Goal of the exercise> Search the material for lines containing the word "rows", and copy each one.

Records for the exercise>
_ _ _ _ _ _ _

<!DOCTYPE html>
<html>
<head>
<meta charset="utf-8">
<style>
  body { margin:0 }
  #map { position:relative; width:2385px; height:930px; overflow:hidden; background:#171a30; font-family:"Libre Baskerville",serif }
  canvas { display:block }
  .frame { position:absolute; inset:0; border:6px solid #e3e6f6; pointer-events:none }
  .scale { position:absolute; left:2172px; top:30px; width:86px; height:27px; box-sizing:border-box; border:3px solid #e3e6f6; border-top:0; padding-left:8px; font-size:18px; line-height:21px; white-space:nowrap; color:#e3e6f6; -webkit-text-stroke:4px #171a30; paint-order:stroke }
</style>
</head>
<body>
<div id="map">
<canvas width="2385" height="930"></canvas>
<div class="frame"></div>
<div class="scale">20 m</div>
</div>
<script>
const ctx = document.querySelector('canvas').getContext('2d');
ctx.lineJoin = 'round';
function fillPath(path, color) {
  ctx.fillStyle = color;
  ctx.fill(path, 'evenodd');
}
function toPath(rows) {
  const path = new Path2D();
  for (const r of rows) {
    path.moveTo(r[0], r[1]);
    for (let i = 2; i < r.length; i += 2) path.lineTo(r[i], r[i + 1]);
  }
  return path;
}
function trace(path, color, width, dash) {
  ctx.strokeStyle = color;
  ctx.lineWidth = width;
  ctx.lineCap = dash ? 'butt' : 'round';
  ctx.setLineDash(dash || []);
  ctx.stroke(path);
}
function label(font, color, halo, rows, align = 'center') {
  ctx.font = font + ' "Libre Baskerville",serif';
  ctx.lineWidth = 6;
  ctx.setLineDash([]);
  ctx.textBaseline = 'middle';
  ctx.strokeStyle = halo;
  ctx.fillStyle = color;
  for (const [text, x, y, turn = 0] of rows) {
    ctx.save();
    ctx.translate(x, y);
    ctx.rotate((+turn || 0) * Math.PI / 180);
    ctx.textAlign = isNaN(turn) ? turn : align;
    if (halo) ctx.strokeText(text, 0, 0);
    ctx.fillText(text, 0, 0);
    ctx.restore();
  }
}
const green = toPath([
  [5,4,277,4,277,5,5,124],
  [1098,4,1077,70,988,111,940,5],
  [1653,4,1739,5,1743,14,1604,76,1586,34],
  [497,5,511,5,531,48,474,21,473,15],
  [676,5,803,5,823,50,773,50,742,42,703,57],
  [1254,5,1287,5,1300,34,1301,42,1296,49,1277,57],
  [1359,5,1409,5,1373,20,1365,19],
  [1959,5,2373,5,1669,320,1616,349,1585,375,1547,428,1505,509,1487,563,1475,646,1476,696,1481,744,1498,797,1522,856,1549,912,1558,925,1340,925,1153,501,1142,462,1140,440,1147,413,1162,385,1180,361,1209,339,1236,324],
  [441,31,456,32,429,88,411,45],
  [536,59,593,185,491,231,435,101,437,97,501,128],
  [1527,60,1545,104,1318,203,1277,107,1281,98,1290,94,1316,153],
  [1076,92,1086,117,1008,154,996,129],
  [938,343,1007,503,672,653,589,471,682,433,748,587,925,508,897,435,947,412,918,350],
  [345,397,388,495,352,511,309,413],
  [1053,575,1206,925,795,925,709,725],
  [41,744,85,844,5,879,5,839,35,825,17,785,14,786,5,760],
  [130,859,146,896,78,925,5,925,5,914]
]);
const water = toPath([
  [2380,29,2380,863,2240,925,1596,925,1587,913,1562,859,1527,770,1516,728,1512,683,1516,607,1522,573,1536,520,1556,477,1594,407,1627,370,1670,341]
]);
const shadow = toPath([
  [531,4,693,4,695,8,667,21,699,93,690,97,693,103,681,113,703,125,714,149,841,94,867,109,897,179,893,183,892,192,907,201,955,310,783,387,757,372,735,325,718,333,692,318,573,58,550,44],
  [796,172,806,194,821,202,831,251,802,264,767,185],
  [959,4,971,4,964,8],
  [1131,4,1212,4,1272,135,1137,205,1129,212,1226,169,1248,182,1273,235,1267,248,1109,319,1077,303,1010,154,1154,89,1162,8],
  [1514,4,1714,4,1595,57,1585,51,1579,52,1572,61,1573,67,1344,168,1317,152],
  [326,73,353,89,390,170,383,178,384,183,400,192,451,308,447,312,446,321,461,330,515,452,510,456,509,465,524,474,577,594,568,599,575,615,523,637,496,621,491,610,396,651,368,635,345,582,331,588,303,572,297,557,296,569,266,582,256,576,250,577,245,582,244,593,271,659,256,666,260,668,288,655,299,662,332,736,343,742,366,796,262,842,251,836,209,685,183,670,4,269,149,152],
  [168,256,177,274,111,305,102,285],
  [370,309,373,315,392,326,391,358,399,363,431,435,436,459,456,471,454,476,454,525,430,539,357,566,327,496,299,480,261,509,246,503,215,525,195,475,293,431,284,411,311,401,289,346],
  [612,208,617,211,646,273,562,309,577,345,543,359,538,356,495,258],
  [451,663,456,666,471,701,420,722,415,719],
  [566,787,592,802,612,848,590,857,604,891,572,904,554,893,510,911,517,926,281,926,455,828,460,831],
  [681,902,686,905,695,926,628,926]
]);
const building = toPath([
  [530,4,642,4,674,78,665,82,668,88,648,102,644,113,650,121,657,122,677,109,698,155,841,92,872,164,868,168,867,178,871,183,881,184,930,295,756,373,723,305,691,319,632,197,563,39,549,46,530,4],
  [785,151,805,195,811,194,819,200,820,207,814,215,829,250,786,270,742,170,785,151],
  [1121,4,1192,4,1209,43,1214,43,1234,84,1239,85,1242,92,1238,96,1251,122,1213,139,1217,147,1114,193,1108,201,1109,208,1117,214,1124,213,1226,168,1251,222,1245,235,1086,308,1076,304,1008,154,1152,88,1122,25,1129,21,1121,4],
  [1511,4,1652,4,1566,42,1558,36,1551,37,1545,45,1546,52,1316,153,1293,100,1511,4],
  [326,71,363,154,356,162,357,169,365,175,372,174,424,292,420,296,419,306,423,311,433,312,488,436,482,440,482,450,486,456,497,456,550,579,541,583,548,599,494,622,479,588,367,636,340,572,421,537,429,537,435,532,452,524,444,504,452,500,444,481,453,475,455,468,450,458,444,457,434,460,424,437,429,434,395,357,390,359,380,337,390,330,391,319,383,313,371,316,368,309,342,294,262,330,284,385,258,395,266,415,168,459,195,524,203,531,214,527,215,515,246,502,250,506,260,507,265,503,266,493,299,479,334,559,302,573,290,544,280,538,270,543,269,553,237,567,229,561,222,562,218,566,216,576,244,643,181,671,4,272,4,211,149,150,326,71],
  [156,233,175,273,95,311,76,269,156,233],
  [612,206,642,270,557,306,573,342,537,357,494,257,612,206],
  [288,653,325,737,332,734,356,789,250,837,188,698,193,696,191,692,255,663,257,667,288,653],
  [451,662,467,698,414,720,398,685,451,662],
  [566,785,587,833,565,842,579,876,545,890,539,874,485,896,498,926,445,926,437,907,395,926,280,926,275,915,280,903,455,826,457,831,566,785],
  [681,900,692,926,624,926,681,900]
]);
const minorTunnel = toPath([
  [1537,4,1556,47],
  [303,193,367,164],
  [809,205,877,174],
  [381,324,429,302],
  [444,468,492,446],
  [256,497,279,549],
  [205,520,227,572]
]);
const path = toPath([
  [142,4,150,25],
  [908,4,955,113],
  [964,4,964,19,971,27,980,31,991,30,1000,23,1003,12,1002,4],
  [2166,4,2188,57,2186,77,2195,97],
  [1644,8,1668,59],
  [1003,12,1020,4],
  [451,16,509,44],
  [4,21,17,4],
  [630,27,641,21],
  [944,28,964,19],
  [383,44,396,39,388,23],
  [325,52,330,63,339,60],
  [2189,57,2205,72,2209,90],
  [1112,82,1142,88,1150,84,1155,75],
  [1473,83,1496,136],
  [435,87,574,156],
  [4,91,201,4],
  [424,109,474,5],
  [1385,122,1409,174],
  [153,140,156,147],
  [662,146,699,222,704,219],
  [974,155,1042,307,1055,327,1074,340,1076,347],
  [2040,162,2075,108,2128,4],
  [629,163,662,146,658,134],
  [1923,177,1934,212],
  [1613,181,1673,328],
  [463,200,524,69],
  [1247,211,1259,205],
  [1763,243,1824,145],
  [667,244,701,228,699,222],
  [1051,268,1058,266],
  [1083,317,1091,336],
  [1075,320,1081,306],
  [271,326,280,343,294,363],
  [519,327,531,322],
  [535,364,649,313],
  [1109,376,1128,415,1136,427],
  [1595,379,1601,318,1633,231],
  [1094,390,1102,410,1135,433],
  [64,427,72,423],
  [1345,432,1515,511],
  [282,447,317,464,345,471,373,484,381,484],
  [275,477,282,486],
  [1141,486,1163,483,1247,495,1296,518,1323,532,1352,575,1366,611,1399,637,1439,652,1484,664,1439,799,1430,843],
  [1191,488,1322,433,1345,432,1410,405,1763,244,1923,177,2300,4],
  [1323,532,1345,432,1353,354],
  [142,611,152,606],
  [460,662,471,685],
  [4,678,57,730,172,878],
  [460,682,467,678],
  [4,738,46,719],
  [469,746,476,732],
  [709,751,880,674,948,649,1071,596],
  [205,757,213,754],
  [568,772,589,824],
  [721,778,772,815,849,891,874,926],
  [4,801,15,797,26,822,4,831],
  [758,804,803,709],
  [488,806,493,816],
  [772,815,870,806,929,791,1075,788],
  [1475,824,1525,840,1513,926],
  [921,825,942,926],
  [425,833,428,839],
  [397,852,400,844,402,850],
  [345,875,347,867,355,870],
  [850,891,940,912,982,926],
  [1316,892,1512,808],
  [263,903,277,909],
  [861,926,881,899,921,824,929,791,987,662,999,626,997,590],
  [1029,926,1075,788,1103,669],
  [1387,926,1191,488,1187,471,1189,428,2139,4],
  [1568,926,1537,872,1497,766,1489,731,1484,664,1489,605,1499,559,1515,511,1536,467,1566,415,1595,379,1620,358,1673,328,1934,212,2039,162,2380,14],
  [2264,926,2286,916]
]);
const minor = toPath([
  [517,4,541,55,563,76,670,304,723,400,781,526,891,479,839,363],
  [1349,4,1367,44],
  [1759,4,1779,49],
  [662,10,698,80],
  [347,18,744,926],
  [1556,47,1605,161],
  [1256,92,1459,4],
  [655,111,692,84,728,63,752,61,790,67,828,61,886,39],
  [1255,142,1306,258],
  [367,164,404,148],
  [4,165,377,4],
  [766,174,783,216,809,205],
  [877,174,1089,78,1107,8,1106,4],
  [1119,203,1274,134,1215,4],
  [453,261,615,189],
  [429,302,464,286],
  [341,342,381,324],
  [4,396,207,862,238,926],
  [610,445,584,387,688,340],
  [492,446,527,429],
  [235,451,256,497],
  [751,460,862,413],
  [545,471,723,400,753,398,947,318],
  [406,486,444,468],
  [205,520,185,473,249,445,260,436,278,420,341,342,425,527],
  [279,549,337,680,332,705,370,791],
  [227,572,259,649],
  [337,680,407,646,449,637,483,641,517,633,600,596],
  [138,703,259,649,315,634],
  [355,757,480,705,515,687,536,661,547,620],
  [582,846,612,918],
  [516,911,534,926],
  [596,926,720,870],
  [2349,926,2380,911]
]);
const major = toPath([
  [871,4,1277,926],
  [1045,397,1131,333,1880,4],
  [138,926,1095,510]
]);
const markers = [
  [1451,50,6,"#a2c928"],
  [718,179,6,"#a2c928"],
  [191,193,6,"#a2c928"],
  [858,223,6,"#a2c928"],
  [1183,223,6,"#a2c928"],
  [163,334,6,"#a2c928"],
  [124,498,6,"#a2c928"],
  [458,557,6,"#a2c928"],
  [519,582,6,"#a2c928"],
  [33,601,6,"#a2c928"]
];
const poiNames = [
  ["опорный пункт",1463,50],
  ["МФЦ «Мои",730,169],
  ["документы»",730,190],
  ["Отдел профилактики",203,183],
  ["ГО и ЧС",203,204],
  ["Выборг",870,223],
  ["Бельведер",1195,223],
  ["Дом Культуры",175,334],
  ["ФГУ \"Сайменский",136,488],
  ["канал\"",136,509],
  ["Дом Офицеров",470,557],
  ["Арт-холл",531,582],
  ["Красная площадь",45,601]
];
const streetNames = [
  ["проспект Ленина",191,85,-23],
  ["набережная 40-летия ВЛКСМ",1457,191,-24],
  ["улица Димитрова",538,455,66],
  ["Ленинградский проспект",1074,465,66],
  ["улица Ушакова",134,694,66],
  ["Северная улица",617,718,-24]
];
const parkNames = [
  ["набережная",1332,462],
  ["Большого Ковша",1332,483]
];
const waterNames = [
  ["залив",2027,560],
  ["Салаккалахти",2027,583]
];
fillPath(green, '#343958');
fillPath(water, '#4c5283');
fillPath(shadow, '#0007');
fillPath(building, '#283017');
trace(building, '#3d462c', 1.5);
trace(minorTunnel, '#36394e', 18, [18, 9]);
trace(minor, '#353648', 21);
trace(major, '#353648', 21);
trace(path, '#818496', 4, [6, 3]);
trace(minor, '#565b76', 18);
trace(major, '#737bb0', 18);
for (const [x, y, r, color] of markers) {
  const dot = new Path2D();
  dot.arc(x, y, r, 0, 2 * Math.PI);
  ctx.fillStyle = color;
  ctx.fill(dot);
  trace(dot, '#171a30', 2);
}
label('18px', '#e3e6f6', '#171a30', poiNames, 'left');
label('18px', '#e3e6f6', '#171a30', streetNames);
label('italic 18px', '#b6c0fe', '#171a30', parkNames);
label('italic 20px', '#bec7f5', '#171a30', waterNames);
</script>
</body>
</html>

_ _ _ _ _ _ _

The answer>
function toPath(rows) {
  for (const r of rows) {
function label(font, color, halo, rows, align = 'center') {
  for (const [text, x, y, turn = 0] of rows) {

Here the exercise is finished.